C. La décision faisant l’objet du contrôle

[15] La décision qui fait l’objet de la présente demande de contrôle judiciaire a été rendue après le second contrôle des motifs de détention de M. Thavagnanathiruchelvam. L’audience a duré huit jours et plusieurs témoins ont été entendus, y compris les trois cautions proposées.

[16] Le 3 juin 2021, la SI a ordonné la mise en liberté sous condition de M. Thavagnanathiruchelvam. Elle a conclu que, selon la prépondérance des probabilités, le défendeur se soustrairait vraisemblablement au renvoi et constituerait un danger pour le public, mais qu’il existait une solution de rechange viable à la détention.
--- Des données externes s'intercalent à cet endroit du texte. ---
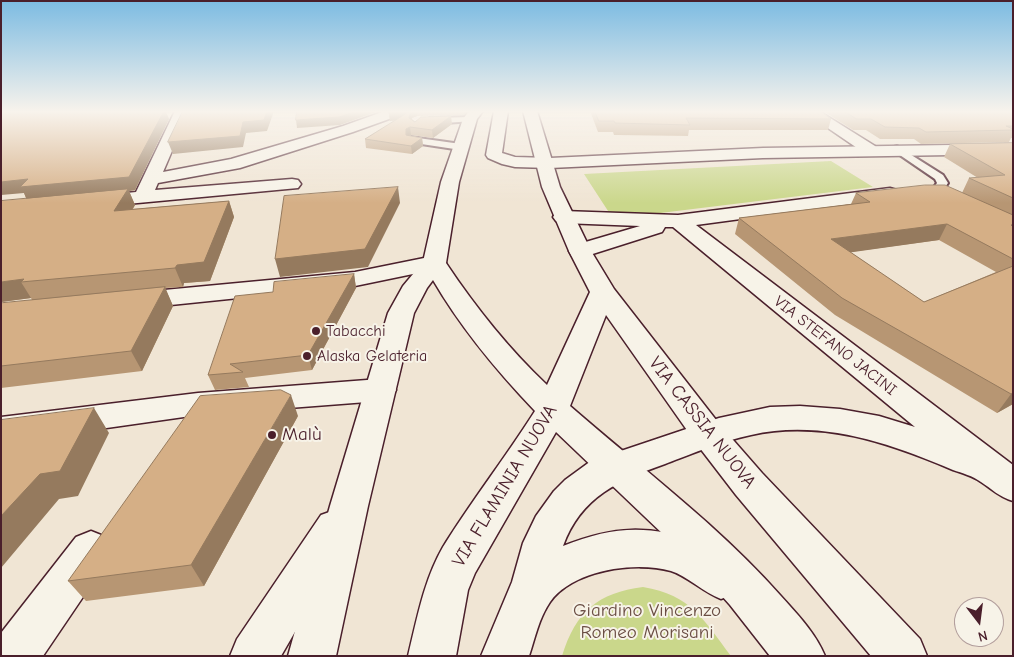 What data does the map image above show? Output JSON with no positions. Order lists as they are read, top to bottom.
{
  "streets": {
    "main road": ["VIA STEFANO JACINI", "VIA CASSIA NUOVA", "VIA FLAMINIA NUOVA"]
  },
  "crossings": [
    ["VIA STEFANO JACINI", "VIA CASSIA NUOVA"],
    ["VIA CASSIA NUOVA", "VIA FLAMINIA NUOVA"]
  ],
  "parks": ["Giardino Vincenzo Romeo Morisani"],
  "places": ["Tabacchi", "Alaska Gelateria", "Malù"],
  "north": "bottom"
} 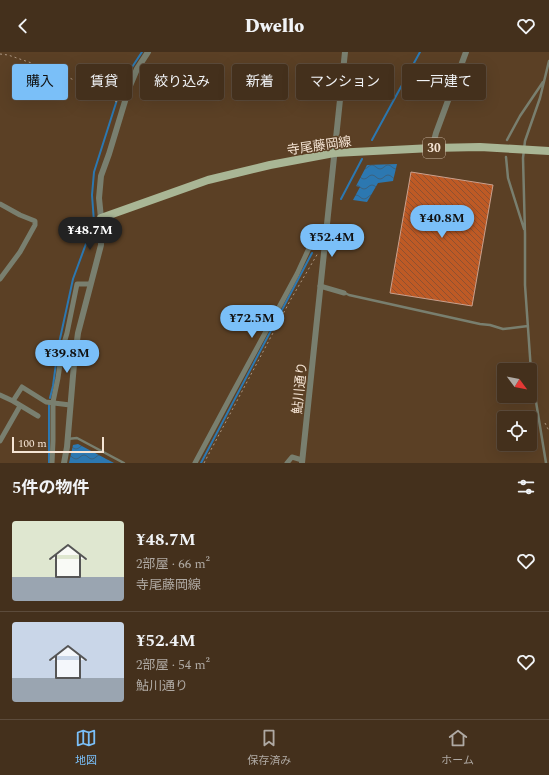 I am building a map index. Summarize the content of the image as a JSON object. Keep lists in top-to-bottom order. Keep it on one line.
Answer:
{"streets":{"main road":["寺尾藤岡線","30"],"street":["鮎川通り"]},"crossings":[["寺尾藤岡線","鮎川通り"]],"scale_bar":"100 m","north":"bottom right","page":{"header":"Dwello","chip":["購入","賃貸","絞り込み","新着","マンション","一戸建て"],"price":["¥40.8M","¥48.7M","¥52.4M","¥72.5M","¥39.8M"],"scale":"100 m","heading":"5件の物件","list":[{"name":"¥48.7M","note":"2部屋 · 66 m² · 寺尾藤岡線"},{"name":"¥52.4M","note":"2部屋 · 54 m² · 鮎川通り"}],"tabs":["地図","保存済み","ホーム"]}} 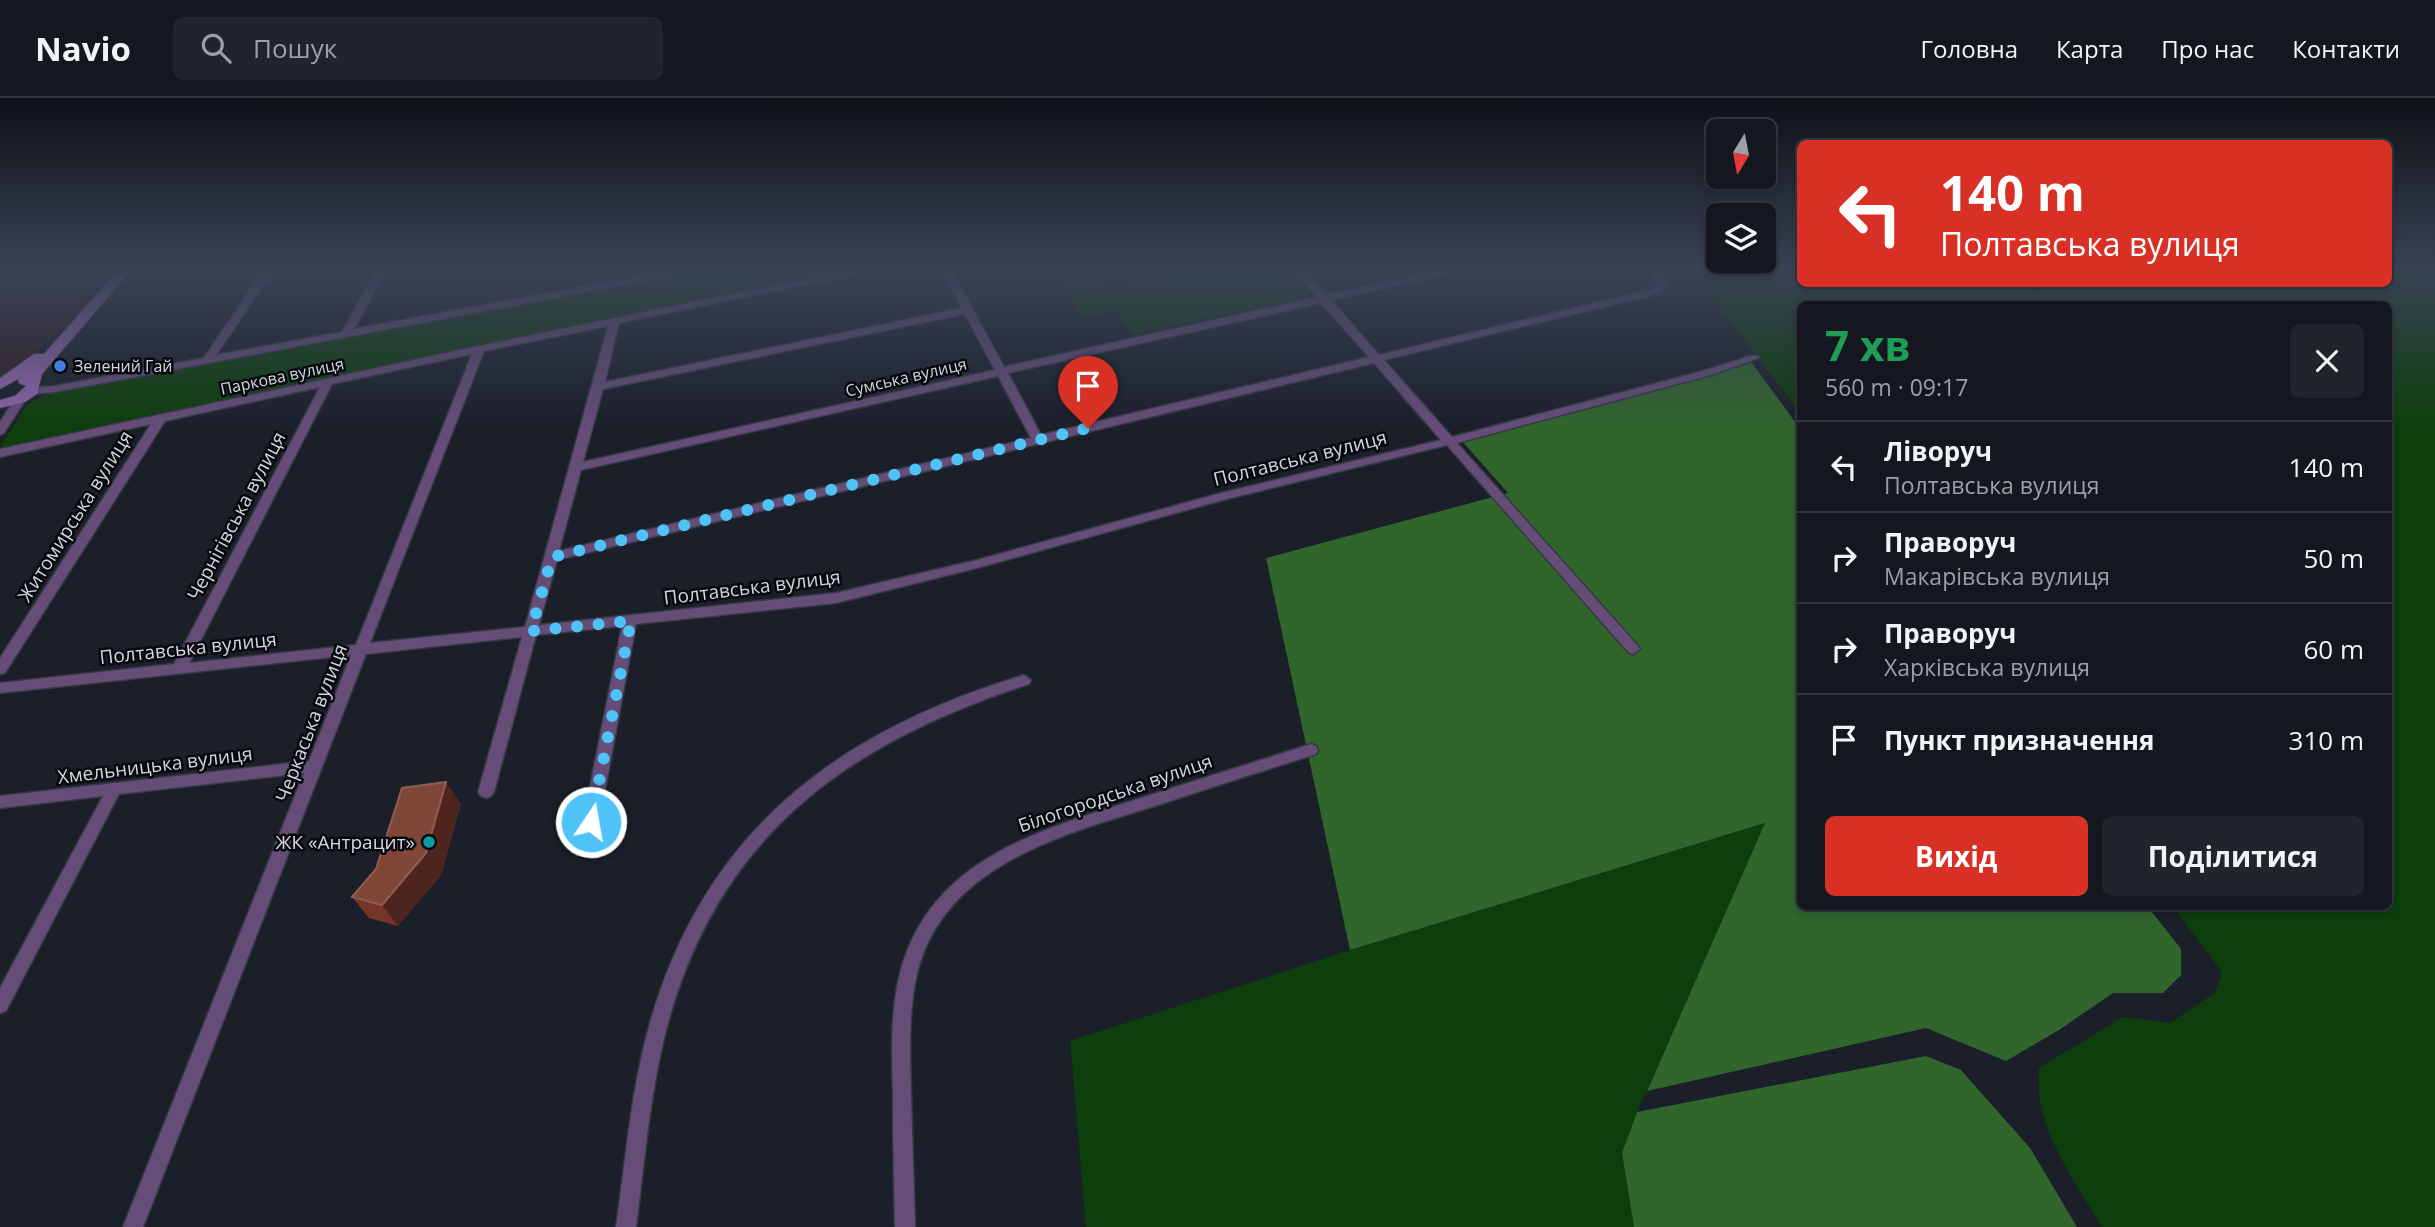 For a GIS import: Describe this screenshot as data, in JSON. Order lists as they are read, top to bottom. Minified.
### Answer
{"streets":{"street":["Паркова вулиця","Сумська вулиця","Полтавська вулиця","Житомирська вулиця","Чернігівська вулиця","Черкаська вулиця","Хмельницька вулиця","Білогородська вулиця"]},"crossings":[["Паркова вулиця","Житомирська вулиця"],["Паркова вулиця","Чернігівська вулиця"],["Паркова вулиця","Черкаська вулиця"],["Полтавська вулиця","Чернігівська вулиця"],["Полтавська вулиця","Черкаська вулиця"],["Черкаська вулиця","Хмельницька вулиця"]],"places":["Зелений Гай","ЖК «Антрацит»"],"north":"bottom","page":{"header":"Navio","search":"Пошук","nav":["Головна","Карта","Про нас","Контакти"],"turn":["140 m","Полтавська вулиця"],"heading":["7 хв","560 m · 09:17"],"list":[{"name":"Ліворуч","note":"Полтавська вулиця","value":"140 m"},{"name":"Праворуч","note":"Макарівська вулиця","value":"50 m"},{"name":"Праворуч","note":"Харківська вулиця","value":"60 m"},{"name":"Пункт призначення","value":"310 m"}],"buttons":["Вихід","Поділитися"]}}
La commissaire de la SI a fourni des motifs fouillés à l’appui de sa décision.

[17] En ce qui concerne le risque de fuite, la SI a conclu que M. Thavagnanathiruchelvam se soustrairait vraisemblablement au renvoi en raison de son vif désir de demeurer au Canada, de ses antécédents criminels et de manquements aux règles en matière d’immigration et de ses antécédents de toxicomanie. Son risque de fuite atteignait donc le haut de l’échelle.

[18] En particulier, la SI a tenu compte de l’événement du 24 décembre 2020 et des explications données par M. Thavagnanathiruchelvam à l’audience, mais a préféré la preuve offerte par le ministre. Elle a conclu que l’événement du 24 décembre avait augmenté le risque de fuite du défendeur. La SI a néanmoins accordé peu de poids à l’accusation de méfait, puisqu’il n’y avait pas eu de déclaration de culpabilité au moment de la décision.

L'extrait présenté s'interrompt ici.